Computational Architecture

Based on our hypothesis--that various features of motion-verb phrases are distributed across communicative modalities--and our analysis of the experimental data described above, we propose a computational architecture for generating face-to-face spoken language with appropriate distribution of semantic load across speech, intonation and gesture. This architecture refines and expands the architecture presented in Prevost (1996), which generates monologic descriptions of objects represented in a small knowledge base. By automatically annotating propositions with theme/rheme distinctions and applying an algorithm to identify contrastive relationships, this system was able to produce synthesized speech with contextually appropriate intonation. Since the system presented in Cassell et al. (1994) generates gestures using the same types of discourse relationships (theme/rheme, given/new, contrast, etc.), the integration of similar discourse-sensitive gesture production into the monologue generator is relatively straightforward.

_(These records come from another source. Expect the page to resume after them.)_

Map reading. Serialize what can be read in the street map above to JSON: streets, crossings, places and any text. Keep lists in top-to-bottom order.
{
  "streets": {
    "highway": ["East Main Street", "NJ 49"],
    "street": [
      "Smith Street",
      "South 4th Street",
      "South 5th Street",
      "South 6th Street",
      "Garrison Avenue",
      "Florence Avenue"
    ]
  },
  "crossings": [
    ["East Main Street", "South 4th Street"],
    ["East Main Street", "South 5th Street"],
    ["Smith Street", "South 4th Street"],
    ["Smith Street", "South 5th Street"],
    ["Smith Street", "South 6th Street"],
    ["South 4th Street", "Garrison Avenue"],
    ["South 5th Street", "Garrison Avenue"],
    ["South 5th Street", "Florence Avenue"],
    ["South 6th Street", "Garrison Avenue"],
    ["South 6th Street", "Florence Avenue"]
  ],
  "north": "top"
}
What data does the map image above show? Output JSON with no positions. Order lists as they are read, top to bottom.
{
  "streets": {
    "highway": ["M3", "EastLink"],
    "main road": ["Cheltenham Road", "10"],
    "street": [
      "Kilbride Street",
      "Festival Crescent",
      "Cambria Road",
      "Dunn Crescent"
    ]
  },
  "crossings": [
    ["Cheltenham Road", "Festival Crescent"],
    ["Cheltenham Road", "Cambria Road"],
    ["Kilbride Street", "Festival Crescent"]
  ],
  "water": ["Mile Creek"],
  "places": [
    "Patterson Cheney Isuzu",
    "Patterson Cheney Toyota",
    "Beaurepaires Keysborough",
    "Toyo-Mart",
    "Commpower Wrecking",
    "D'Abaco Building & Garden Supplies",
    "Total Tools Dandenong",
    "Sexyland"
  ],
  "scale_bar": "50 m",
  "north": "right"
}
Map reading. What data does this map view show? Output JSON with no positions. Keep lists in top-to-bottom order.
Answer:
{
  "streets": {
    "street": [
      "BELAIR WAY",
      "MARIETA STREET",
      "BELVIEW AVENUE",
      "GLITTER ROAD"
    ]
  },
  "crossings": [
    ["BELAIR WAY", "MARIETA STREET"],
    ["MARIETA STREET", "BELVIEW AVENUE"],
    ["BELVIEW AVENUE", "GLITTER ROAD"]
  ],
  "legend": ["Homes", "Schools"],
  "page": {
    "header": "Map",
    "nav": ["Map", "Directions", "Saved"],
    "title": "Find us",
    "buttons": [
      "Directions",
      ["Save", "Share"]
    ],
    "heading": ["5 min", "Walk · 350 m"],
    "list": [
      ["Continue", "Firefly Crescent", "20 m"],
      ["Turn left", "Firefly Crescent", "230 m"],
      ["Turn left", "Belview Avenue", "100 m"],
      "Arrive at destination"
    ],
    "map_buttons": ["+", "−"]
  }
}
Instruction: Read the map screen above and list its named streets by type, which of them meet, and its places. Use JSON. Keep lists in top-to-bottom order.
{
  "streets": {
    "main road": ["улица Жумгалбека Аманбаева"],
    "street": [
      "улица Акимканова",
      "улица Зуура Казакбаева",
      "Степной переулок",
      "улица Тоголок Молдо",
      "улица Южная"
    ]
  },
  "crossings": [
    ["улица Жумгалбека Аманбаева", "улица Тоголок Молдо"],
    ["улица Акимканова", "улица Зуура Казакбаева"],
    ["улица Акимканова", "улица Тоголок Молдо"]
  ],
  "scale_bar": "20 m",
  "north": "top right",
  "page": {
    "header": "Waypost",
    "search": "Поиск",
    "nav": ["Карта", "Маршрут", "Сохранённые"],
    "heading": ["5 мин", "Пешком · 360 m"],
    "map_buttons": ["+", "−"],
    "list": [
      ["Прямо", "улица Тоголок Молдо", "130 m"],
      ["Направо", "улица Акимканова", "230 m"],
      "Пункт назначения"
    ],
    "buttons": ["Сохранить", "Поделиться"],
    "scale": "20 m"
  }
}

As we described earlier, however, Cassell et al. (1994) succeeded in predicting the placement and type of gesture, but not the form of gesture. Also, that system was unable to account for gestures which convey information that is non-redundant with the information given in the speech stream. Our goal in this section is to describe an extension of that architecture that allows for the production of redundant and non-redundant gestures relating to motion verbs.

A key component of the proposed architecture is a semantic representation scheme that encodes the proper level of abstraction for concepts involving motion so that features such as manner, path, telicity, speed and aspect can be independently applied to the various modalities at hand. So, for example, given a hypothetical system with multi-modal input, the gesture recognizer might identify a path of motion while the speech recognizer might identify the manner, or vice versa. Given our knowledge of the relationship between intonational phrasing and gesture placement (Kendon 1972), such a system would be able to unify the two inputs into a single frame representing the meaning of the combined speech and gesture, as illustrated in Figure 2.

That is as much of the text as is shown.